La Suisse participe au financement du CICR (pour les dépenses de son siège et son engagement sur le terrain). Les besoins pour les tâches opérationnelles sont, hélas, énormes. C'est une responsabilité pour notre pays, dont l'appui comme pays neutre revêt ici une dimension particulière, d'accroître sensiblement sa participation, en plus de son engagement actuel, au financement de l'engagement du CICR sur le terrain pour soulager la détresse humaine. L'or de la BNS nous offre la chance d'assumer cet élan supplémentaire. Saisissons-la !
Antrag des Bundesrates
Le Conseil fédéral propose de rejeter la motion.
Stellungnahme des Bundesrates
Il ressort du développement de la motion (ch. 1 et 4) que celle-ci se réfère à la partie des réserves d'or excédentaires de la Banque nationale suisse (BNS) que le Conseil fédéral entend remettre à la Fondation "Suisse solidaire" à titre de capital (500 tonnes d'or). Dans le texte de la motion, il est question du tiers des réserves d'or excédentaires, soit 433 tonnes, alors que l'on parle de 500 tonnes dans le développement. La motion ne porte pas sur l'affectation des quelque 800 tonnes d'or restantes, qui fera l'objet d'un débat dans le cadre d'une consultation ouverte par le Conseil fédéral.

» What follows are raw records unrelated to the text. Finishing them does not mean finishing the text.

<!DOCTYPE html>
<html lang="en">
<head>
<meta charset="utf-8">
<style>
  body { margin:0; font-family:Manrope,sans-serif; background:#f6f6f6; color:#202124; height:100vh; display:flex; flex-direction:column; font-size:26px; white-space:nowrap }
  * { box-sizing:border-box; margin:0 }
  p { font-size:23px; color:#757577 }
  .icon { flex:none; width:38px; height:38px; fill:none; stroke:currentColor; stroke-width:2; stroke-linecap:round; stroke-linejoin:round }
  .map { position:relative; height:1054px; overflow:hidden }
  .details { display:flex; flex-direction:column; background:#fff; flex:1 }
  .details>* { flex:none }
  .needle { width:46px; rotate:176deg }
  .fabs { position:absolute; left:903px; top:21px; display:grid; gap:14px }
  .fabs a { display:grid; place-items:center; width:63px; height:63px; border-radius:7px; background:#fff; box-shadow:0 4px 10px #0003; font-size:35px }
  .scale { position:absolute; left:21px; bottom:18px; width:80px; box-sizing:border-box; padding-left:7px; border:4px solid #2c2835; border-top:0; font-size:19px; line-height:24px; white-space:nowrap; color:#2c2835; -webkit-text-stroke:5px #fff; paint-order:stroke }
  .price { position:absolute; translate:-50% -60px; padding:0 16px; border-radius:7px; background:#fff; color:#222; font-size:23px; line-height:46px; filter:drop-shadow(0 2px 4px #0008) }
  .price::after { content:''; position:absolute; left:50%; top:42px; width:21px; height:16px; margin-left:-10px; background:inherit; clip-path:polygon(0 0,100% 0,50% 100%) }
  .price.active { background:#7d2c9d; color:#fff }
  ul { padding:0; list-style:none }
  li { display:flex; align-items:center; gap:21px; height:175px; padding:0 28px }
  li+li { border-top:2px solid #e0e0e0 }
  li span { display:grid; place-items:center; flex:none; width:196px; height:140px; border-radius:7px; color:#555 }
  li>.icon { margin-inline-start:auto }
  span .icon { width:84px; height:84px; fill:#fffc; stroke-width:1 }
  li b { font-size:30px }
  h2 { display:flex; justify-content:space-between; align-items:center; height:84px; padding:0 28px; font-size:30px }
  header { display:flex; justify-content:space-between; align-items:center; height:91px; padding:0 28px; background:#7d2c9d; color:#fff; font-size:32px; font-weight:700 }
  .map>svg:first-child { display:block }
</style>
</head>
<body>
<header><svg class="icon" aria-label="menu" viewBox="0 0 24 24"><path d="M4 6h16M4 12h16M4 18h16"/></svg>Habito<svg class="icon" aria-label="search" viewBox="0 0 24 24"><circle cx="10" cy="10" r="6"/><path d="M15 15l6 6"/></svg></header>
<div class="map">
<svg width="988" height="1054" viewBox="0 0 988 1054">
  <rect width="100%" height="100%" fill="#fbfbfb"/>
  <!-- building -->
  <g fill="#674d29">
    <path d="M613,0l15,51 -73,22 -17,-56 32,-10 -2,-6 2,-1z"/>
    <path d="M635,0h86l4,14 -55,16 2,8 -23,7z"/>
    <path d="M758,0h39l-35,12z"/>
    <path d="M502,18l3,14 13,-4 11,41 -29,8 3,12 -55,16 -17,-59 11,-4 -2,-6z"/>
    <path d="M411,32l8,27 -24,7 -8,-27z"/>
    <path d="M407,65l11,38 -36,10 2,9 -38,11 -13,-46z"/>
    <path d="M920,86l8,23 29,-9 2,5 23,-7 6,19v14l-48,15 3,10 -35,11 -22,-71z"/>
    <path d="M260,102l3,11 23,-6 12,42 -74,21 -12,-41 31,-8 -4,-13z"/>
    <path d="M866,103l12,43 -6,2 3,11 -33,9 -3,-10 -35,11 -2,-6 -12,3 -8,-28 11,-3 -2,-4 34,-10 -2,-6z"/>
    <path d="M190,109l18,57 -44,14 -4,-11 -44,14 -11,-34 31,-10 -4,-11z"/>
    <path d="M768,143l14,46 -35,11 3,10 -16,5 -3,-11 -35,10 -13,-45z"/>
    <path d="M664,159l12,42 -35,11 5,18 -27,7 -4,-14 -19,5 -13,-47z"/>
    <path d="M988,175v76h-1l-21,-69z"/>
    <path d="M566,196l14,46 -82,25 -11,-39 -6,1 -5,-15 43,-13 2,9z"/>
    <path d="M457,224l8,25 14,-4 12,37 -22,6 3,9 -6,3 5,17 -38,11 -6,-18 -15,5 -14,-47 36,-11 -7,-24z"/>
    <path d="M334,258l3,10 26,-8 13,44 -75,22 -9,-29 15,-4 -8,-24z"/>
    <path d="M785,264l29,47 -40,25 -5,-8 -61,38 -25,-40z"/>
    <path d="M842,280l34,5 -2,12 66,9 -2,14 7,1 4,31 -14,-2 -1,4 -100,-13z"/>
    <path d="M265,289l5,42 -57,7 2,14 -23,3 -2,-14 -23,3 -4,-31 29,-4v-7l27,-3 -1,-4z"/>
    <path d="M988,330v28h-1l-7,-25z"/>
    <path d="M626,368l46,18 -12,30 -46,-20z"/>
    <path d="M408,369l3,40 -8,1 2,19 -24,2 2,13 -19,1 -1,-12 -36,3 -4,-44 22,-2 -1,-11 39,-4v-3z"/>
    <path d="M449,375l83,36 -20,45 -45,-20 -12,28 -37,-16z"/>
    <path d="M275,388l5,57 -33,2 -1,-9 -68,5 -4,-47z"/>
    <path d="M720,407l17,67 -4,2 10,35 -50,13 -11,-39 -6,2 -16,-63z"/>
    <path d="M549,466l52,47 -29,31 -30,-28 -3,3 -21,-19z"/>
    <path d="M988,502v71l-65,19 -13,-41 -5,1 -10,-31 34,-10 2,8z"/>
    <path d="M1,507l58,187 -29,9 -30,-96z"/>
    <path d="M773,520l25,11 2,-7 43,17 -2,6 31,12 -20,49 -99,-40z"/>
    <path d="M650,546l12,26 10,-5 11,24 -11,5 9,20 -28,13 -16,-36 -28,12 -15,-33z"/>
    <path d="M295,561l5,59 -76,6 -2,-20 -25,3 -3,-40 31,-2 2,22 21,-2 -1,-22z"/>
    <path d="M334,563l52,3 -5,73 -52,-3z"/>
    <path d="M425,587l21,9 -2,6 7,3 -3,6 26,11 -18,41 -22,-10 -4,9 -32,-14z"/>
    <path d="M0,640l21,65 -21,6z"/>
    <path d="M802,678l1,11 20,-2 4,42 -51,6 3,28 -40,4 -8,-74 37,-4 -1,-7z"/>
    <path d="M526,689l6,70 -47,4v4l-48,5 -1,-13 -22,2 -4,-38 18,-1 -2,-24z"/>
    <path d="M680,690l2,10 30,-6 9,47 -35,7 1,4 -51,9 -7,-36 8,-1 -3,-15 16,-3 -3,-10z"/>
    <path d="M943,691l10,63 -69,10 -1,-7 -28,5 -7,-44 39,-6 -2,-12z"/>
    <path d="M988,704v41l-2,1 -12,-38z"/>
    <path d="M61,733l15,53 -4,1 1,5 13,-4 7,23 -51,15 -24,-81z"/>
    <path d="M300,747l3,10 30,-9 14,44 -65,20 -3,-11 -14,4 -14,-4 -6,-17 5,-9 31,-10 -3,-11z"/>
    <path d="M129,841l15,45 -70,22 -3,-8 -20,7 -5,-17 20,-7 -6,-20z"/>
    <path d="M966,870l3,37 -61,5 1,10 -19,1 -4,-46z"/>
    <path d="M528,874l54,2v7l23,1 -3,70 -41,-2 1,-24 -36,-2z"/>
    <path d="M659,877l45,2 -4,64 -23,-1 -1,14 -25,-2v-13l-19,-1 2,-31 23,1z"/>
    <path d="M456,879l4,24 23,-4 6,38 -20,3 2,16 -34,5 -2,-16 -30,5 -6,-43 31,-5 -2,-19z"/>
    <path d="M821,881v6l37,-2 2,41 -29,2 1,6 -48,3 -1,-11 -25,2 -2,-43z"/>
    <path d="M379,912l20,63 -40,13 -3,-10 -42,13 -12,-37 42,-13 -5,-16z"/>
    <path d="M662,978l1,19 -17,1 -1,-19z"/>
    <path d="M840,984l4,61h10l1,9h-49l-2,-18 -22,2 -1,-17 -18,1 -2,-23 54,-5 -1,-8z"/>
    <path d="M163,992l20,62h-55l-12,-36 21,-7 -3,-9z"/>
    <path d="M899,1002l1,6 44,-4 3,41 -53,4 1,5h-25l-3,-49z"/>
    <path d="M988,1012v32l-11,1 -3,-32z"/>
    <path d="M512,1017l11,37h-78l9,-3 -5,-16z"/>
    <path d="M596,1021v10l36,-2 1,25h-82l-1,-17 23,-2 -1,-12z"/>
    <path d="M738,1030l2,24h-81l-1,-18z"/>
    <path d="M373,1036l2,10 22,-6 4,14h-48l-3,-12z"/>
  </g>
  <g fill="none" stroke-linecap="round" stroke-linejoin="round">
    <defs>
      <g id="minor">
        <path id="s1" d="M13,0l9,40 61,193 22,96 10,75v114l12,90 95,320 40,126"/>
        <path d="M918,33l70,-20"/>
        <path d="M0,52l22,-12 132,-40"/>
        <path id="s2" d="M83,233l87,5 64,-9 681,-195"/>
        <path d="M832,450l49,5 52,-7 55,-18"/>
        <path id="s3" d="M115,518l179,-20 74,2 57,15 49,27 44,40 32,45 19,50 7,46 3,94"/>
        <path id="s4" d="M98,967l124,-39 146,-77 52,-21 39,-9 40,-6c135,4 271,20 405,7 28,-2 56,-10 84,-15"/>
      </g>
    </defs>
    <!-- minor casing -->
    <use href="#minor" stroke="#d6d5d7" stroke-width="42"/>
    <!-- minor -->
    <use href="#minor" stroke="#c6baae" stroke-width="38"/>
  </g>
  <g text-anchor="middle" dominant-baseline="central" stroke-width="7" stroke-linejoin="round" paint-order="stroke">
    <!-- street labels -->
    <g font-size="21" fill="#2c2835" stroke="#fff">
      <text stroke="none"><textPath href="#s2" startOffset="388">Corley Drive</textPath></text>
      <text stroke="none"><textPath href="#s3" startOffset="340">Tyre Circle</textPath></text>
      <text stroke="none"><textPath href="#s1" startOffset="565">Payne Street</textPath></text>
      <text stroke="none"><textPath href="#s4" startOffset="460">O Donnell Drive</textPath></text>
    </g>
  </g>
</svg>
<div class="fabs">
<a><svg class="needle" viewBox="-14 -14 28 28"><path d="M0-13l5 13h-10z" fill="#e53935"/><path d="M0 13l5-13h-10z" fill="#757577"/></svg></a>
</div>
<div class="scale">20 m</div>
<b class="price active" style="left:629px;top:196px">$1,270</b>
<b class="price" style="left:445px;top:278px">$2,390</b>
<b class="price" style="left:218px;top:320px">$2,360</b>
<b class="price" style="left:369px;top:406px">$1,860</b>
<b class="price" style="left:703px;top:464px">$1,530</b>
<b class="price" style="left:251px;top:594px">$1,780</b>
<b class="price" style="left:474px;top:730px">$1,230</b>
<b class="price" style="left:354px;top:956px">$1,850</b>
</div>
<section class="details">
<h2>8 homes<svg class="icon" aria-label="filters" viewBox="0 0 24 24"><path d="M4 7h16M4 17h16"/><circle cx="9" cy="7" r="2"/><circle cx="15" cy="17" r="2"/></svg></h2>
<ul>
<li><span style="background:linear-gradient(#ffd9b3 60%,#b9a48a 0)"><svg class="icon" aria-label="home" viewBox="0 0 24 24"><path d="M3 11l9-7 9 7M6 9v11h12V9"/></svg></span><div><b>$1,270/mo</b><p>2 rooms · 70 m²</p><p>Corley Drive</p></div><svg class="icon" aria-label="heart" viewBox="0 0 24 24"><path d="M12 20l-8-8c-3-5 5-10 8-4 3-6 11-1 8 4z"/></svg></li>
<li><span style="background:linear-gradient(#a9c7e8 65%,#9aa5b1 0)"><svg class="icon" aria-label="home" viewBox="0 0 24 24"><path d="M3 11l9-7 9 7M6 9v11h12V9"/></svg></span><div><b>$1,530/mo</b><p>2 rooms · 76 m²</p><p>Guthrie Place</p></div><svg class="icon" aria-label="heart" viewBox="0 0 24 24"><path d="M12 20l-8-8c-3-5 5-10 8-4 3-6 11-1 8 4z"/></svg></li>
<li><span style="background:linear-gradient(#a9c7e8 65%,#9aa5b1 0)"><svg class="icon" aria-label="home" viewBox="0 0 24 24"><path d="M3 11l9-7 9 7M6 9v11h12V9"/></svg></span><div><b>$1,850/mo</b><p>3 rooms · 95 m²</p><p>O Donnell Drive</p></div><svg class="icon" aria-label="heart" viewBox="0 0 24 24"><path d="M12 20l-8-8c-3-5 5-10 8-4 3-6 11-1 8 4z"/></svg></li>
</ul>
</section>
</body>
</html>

Le Conseil fédéral estime et soutient l'institution humanitaire de réputation internationale qu'est le CICR. S'il décline la proposition de verser 500 tonnes d'or à cette institution comme le demande la motion, cela vient du fait qu'il a toujours la ferme volonté d'affecter ce capital à une oeuvre suisse autonome visant un renforcement de la solidarité. La loi fédérale sur la "Fonbdation Suisse solidaire", adoptée par le Conseil fédéral lors de sa séance du 17 mai 2000, précise que les activités de la fondation, dont la durée a été limitée provisoirement à trente ans, se répartiront équitablement entre la Suisse et l'étranger et seront fondées sur le principe de la prévention. Les instruments prévus sont le soutien de programmes, le financement d'aides d'urgence et l'attribution d'un Prix de la solidarité. Un point essentiel est le soutien de programmes à long terme tournés vers l'avenir, qui ne verraient pas le jour sans l'aide d'une institution souple et non bureaucratique. Ces programmes permettent d'investir durablement dans l'environnement où enfants et adolescents grandissent, et de lutter contre la détresse et la pauvreté. Notre pays répond ainsi de manière crédible, avec une oeuvre suisse, au besoin de solidarité qui se fait sentir chez nous et dans le monde. La fondation ne sera pas active sur le terrain. Pour atteindre ses objectifs, elle travaillera en partenariat avec des organisations existantes. Le principe de la complémentarité implique que la fondation intervienne là où l'État et les institutions privées ne peuvent pas ou ne peuvent plus agir. L'activité de la fondation doit dès lors compléter celle de l'État et non s'y substituer. La fondation ne va pas concurrencer les oeuvres d'entraide, mais leur apporter son soutien. La sphère d'activités de la fondation est vaste et permet tout à fait de fournir éventuellement aussi une aide au CICR. Le choix des projets soutenus incombera à un conseil de fondation et ne saurait donc être réglé légalement à l'avance. La motion empêcherait dès lors de créer la fondation que le Conseil fédéral a prévu de réaliser et qui a été soutenue par la majorité des milieux consultés en 1998, au nombre desquels figure aussi le PDC.
Le Conseil fédéral propose de rejeter la motion.